Given information:
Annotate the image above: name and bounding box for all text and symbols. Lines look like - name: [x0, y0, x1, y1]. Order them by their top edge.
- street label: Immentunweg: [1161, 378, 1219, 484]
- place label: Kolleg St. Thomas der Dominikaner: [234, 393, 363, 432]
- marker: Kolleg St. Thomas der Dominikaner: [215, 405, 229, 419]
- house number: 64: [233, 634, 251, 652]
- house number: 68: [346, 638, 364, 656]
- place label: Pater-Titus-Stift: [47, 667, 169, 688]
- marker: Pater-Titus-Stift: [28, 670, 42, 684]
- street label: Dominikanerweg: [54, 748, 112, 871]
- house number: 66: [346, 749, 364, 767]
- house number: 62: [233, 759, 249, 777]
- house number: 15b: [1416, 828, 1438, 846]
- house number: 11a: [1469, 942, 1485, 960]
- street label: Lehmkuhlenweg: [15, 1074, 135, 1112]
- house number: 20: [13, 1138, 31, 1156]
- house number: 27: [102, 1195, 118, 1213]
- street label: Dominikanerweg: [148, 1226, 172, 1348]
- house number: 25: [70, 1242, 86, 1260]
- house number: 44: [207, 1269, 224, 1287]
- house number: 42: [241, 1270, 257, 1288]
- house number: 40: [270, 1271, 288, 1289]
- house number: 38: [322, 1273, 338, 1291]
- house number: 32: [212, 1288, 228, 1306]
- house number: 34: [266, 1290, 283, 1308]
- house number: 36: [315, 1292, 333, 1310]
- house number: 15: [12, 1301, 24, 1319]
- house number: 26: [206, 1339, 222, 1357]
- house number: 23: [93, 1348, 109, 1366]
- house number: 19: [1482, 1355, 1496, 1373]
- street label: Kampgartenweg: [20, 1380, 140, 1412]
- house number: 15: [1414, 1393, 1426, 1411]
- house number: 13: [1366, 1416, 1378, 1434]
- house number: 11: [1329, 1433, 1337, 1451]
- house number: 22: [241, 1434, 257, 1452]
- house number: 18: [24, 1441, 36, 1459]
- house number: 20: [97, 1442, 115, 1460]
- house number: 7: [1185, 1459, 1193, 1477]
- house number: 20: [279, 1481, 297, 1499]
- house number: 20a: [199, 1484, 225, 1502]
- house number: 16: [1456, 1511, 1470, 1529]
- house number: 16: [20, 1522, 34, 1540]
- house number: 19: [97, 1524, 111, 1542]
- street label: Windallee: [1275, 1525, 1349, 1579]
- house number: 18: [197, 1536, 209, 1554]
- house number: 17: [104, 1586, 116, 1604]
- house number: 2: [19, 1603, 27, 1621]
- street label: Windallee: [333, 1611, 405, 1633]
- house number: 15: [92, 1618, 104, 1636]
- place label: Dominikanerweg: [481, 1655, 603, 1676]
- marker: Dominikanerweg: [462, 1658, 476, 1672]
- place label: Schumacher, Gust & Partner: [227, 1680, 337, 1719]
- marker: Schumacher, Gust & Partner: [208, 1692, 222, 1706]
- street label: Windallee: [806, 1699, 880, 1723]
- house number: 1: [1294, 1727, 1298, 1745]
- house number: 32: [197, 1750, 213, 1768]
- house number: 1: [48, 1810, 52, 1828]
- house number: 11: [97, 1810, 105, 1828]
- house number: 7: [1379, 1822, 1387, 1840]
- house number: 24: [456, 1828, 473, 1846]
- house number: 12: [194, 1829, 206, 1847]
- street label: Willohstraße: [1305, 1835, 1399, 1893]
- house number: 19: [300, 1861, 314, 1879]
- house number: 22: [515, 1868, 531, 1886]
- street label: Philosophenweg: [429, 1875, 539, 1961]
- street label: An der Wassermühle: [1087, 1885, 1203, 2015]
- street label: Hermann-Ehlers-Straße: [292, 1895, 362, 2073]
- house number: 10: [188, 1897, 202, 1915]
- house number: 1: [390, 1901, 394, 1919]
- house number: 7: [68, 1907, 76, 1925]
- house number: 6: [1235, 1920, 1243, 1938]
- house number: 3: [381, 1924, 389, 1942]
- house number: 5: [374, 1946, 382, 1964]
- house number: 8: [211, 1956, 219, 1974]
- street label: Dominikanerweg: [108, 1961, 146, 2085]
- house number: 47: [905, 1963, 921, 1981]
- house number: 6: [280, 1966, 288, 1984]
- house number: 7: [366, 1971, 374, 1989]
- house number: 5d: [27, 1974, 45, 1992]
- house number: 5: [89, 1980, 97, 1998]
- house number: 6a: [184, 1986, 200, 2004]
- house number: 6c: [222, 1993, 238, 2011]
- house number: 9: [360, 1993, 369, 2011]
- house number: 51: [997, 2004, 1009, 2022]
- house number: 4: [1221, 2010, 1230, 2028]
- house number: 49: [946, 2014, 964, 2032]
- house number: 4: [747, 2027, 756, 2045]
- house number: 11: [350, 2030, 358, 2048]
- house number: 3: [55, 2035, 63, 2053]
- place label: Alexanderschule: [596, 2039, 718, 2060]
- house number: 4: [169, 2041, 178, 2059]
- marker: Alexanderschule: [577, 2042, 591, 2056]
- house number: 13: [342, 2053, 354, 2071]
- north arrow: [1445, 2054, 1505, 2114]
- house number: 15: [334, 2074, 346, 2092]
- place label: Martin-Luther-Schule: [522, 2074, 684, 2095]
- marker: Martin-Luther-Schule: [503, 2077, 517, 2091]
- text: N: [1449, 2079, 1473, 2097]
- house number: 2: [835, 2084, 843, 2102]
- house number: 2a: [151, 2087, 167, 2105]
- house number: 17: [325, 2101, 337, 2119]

Task to complete:
Copy all the lines above that hold the string "Luther".

Solved problem:
- place label: Martin-Luther-Schule: [522, 2074, 684, 2095]
- marker: Martin-Luther-Schule: [503, 2077, 517, 2091]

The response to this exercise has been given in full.